Perspectives and assumptions matter. The legitimacy of the Parrot Paper’s main arguments rests on a set of somewhat hidden but nonetheless critical presuppositions. These critical presuppositions may not be shared by all of the Parrot Paper’s readers and are unlikely to be broadly shared by the general public. In this case, because members of the media share the Parrot Paper authors’ presuppositions, the risk of the work being presented as “fact” when it is really “opinion” is great. The human tendency for confirmation bias is thus present in how the Parrot Paper is presented. Those members of the general public who do NOT share in the presuppositions are given yet another reason to “distrust” science. For them, the confirmation bias will run in the opposite direction — namely, that the supposed “science” in the Parrot Paper is nonsense.

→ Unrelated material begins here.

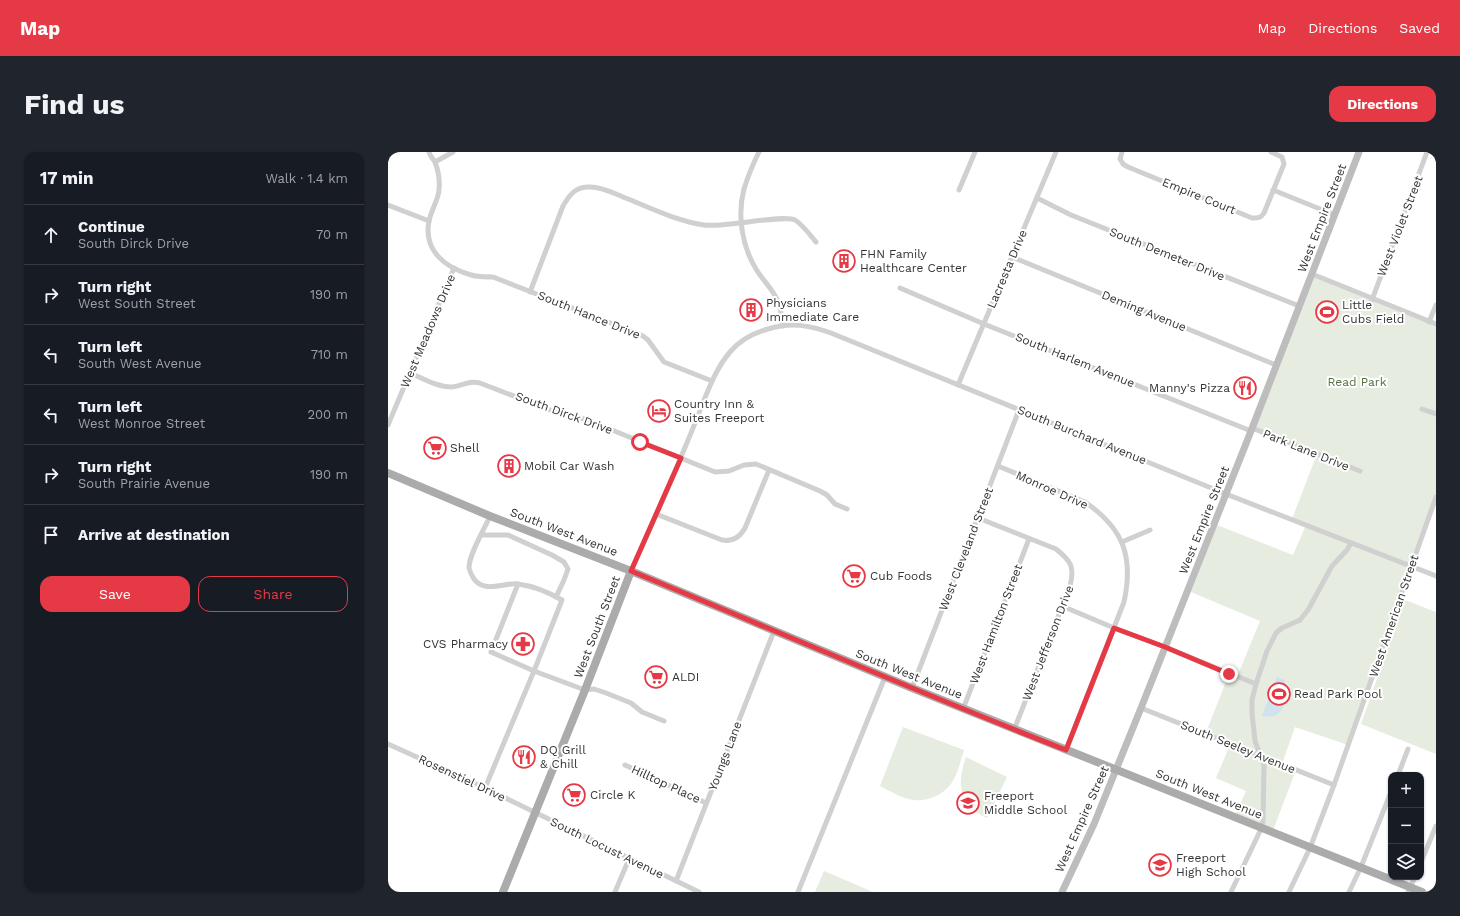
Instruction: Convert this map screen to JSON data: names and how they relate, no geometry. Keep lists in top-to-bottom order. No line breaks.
{"streets":{"main road":["West Empire Street","South West Avenue","West South Street"],"street":["Empire Court","West Violet Street","South Demeter Drive","Lacresta Drive","Deming Avenue","South Hance Drive","West Meadows Drive","South Harlem Avenue","South Dirck Drive","South Burchard Avenue","Park Lane Drive","Monroe Drive","West Cleveland Street","West American Street","West Hamilton Street","West Jefferson Drive","South Seeley Avenue","Youngs Lane","Rosenstiel Drive","Hilltop Place","South Locust Avenue"]},"crossings":[["West Empire Street","South Demeter Drive"],["West Empire Street","Deming Avenue"],["West Empire Street","South Harlem Avenue"],["West Empire Street","South Burchard Avenue"],["West Empire Street","Park Lane Drive"],["West Empire Street","South West Avenue"],["West Empire Street","South Seeley Avenue"],["South Demeter Drive","Lacresta Drive"],["Lacresta Drive","Deming Avenue"],["Lacresta Drive","South Harlem Avenue"],["Lacresta Drive","South Burchard Avenue"],["South Hance Drive","West Meadows Drive"],["South Hance Drive","West South Street"],["West Meadows Drive","South Dirck Drive"],["South Harlem Avenue","Park Lane Drive"],["South Dirck Drive","West South Street"],["South Burchard Avenue","West Cleveland Street"],["South Burchard Avenue","West American Street"],["South Burchard Avenue","West South Street"],["Monroe Drive","South West Avenue"],["Monroe Drive","West Cleveland Street"],["South West Avenue","West Cleveland Street"],["South West Avenue","West American Street"],["South West Avenue","West Hamilton Street"],["South West Avenue","West South Street"],["South West Avenue","West Jefferson Drive"],["South West Avenue","Youngs Lane"],["West Cleveland Street","West Jefferson Drive"],["West American Street","South Seeley Avenue"],["West Hamilton Street","West Jefferson Drive"],["West South Street","Rosenstiel Drive"],["West South Street","South Locust Avenue"],["Youngs Lane","Hilltop Place"],["Youngs Lane","South Locust Avenue"],["Rosenstiel Drive","South Locust Avenue"]],"parks":["Read Park"],"places":{"building":["FHN Family Healthcare Center","Physicians Immediate Care","Mobil Car Wash"],"sports":["Little Cubs Field","Read Park Pool"],"restaurant":["Manny's Pizza","DQ Grill & Chill"],"hotel":["Country Inn & Suites Freeport"],"supermarket":["Shell","Cub Foods","ALDI","Circle K"],"pharmacy":["CVS Pharmacy"],"school or university":["Freeport Middle School","Freeport High School"]},"page":{"header":"Map","nav":["Map","Directions","Saved"],"buttons":["Directions",["Save","Share"]],"title":"Find us","heading":["17 min","Walk · 1.4 km"],"list":[["Continue","South Dirck Drive","70 m"],["Turn right","West South Street","190 m"],["Turn left","South West Avenue","710 m"],["Turn left","West Monroe Street","200 m"],["Turn right","South Prairie Avenue","190 m"],"Arrive at destination"],"map_buttons":["+","−"]}}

The Parrot Paper is not science — it is opinion, and science suffers from the authors’ deliberate mislabeling.

The Critical Presuppositions

Presuppositions are a set of assumptions and beliefs used by a cognizer (one who is engaged in arriving at an understanding) to filter and frame the context and evidence being observed as the initial step in sense-making. These presuppositions come prior to the act of attending to context, observations, or evidence and act as a set of constraints regarding the narrative which a cognizer puts forth to establish an understanding or an explanation. Lissack [16,17] argues why the careful explication of presuppositions is important if science, in general, is to avoid suffering negative effects from the confirmation biases of a less than knowledgeable public. Only if presuppositions are articulated and made explicit can a third party begin to probe what it is about evidence, context, and affordances that allows some label, category, or short narrative to serve as a basis for meaning and understanding.

For clarity, I present what I see as the critical presuppositions of the Parrot Paper. I believe they correctly identify the intellectual framing and mindset necessary to understand how the authors of the Parrot Paper came to write it. The presuppositions listed below justify the opinions and beliefs expressed in the Parrot Paper.

1. Ethics and fairness are to be assessed from a Rawlsian [18] perspective. Actions that may result in benefits to those who are not the least well off (or otherwise describable as being the “most marginal”) are to be avoided. Only actions that also provide benefits to the most marginal are deemed ethical and fair. [PP lines 94–98, 327, 389–407, 1021–22]

2. Judgments regarding presupposition #1 are to be made based upon first-order effects (the direct result of actions). Making use of second (indirect consequences and entailments) and higher-order effects in argumentation is “suspect.” [PP lines 95–97, 322–350]

3. Greater deployment potential for tools means a larger sphere of influence for the model on which the tools depend [PP line 266, Section 4.1]

4. Environmental costs and impacts cannot ever be offset and are meaningful first-order effects that must always be minimized. [PP Lines 94–100, Section 3]

5. Systemic racism must be recognized as present in all systems examined and is required to be addressed by any actions taken. [PP lines 385–386, 427–428]

6. Microaggressions and the possibility of encountering upsetting or derogatory language is a significant harm that must either not be allowed to occur or which must be offset. [PP lines 771–789, 813–827]

7. Resources need to be allocated equitably (with no definition given of what counts as equitable or who gets to determine judgments of equality). [PP lines 42–428, 883–887]

8. The dominance of English is a problem (even in an English language setting). [PP lines 18, 327–333, 384, 766–770]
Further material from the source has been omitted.